■ Input data:

== Segment start ==

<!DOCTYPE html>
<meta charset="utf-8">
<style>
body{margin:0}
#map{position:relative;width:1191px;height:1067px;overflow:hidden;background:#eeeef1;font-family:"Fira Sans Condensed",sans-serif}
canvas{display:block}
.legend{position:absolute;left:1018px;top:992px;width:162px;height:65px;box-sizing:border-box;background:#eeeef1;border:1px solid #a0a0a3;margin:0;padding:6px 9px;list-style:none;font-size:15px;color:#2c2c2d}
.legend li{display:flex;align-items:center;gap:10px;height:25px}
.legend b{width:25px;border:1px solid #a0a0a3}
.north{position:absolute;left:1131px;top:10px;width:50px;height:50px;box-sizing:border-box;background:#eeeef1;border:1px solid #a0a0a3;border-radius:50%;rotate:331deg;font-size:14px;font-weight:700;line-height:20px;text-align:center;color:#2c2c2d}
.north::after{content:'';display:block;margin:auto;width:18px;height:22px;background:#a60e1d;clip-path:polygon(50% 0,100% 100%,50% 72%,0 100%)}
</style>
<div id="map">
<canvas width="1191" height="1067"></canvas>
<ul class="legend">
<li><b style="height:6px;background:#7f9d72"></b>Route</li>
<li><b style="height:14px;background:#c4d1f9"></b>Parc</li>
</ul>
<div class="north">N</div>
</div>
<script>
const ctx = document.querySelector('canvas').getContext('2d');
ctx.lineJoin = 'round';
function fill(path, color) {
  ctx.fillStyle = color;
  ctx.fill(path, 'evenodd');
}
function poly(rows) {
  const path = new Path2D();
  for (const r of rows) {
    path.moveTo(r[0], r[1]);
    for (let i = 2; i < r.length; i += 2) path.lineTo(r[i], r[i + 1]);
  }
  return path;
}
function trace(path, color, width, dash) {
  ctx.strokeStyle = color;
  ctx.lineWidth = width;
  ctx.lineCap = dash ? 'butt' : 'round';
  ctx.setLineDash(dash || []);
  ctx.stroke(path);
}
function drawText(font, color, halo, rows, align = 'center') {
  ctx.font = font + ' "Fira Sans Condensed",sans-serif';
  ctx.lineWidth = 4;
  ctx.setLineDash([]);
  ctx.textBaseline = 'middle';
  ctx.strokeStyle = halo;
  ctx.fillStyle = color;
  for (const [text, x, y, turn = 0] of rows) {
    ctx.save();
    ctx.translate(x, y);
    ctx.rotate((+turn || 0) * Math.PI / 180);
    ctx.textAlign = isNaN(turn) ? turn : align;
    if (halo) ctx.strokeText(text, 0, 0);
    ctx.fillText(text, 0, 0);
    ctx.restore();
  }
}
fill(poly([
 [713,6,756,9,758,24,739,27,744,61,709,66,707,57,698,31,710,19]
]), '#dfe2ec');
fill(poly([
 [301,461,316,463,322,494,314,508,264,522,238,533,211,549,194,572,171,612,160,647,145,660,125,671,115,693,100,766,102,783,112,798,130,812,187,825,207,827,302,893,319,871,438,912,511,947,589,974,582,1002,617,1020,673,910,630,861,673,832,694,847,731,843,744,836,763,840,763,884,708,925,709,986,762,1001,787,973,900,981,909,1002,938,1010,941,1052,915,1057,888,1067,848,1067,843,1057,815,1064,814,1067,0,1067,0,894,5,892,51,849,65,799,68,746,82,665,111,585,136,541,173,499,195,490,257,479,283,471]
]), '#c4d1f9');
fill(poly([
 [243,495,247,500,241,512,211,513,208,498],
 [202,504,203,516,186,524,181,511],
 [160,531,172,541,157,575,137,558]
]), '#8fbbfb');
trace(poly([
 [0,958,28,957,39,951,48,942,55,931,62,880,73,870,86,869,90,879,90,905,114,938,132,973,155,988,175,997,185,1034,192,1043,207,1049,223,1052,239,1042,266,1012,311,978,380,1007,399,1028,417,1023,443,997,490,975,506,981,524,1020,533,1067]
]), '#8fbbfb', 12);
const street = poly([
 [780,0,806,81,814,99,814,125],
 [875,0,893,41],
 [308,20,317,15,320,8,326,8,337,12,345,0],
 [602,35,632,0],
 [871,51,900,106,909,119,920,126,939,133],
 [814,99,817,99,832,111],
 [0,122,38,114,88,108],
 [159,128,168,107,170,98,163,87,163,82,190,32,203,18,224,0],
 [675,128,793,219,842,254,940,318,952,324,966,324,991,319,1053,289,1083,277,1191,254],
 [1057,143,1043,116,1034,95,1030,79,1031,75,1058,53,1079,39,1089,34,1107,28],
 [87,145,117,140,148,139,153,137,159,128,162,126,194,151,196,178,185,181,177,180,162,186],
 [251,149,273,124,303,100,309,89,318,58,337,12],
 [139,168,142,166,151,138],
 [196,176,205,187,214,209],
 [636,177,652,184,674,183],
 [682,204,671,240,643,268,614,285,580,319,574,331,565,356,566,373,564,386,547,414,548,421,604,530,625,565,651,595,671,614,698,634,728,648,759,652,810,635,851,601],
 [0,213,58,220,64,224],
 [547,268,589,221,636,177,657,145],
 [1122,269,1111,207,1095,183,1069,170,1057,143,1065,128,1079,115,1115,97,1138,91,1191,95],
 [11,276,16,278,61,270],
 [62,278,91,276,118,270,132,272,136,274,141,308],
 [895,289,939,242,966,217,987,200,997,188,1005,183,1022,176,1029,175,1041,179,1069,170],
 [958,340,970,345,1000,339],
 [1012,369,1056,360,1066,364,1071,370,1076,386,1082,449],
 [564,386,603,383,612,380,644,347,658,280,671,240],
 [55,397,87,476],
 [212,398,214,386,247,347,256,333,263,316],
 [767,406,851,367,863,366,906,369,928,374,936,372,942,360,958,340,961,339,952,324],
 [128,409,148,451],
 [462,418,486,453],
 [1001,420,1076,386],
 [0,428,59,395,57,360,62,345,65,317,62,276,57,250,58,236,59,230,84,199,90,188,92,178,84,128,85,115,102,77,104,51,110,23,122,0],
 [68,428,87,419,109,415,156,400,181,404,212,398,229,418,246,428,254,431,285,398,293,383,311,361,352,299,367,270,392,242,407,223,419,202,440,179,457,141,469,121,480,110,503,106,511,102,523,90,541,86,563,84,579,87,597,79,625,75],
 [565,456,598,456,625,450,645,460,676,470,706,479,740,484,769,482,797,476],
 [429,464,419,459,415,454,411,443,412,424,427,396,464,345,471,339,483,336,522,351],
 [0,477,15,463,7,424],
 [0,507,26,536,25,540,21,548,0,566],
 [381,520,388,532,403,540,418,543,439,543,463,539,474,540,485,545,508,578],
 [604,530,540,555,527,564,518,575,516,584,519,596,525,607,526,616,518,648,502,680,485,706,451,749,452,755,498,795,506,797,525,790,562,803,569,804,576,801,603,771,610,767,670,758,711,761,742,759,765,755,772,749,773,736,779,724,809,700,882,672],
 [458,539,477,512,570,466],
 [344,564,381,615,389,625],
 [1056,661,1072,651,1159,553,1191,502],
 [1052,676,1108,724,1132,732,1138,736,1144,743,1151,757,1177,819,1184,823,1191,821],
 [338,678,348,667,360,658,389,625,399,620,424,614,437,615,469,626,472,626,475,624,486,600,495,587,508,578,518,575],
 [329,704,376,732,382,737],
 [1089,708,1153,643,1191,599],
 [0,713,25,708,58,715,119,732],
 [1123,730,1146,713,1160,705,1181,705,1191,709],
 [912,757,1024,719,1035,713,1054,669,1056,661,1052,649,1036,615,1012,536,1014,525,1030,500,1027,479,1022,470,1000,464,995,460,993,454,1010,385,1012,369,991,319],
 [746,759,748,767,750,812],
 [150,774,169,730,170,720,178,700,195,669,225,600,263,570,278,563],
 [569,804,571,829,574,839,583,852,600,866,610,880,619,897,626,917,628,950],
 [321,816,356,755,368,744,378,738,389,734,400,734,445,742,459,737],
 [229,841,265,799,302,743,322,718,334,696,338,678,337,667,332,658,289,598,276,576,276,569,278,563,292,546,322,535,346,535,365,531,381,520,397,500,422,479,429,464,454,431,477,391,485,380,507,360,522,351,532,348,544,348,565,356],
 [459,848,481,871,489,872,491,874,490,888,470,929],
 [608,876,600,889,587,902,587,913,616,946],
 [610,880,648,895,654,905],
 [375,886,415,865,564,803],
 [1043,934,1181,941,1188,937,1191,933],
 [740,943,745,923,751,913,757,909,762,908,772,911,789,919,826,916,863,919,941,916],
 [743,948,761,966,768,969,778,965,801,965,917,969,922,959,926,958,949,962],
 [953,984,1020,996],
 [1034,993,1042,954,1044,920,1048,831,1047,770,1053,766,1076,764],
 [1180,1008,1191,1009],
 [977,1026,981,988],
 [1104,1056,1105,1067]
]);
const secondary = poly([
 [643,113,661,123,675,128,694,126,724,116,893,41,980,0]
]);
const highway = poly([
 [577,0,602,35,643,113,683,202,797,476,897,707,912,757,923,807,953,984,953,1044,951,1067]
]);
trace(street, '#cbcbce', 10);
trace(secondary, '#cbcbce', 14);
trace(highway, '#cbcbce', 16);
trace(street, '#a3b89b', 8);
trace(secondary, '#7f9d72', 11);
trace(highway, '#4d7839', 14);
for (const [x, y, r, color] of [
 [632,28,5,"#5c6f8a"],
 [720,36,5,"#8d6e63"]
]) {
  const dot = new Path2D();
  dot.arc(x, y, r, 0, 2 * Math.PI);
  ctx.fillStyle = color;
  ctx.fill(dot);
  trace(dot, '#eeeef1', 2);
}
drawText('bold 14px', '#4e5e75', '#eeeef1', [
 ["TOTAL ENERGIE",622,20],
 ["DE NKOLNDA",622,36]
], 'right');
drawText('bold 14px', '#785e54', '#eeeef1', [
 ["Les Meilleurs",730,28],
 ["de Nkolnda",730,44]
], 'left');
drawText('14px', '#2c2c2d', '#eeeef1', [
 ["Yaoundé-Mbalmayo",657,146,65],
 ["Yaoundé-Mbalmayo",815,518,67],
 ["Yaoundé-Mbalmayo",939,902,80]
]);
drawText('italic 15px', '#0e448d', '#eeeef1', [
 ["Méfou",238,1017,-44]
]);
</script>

== Segment end ==

■ Instructions for the task: Where the data above reaches the line holding "ctx.save();", begin printing, and stop after the line holding "[713,6,756,9,758,24,739,27,744,61,709,66,707,57,698,31,710,19]". Each line must be reproduced exactly, with nothing else added.

■ Output for this exercise:
    ctx.save();
    ctx.translate(x, y);
    ctx.rotate((+turn || 0) * Math.PI / 180);
    ctx.textAlign = isNaN(turn) ? turn : align;
    if (halo) ctx.strokeText(text, 0, 0);
    ctx.fillText(text, 0, 0);
    ctx.restore();
  }
}
fill(poly([
 [713,6,756,9,758,24,739,27,744,61,709,66,707,57,698,31,710,19]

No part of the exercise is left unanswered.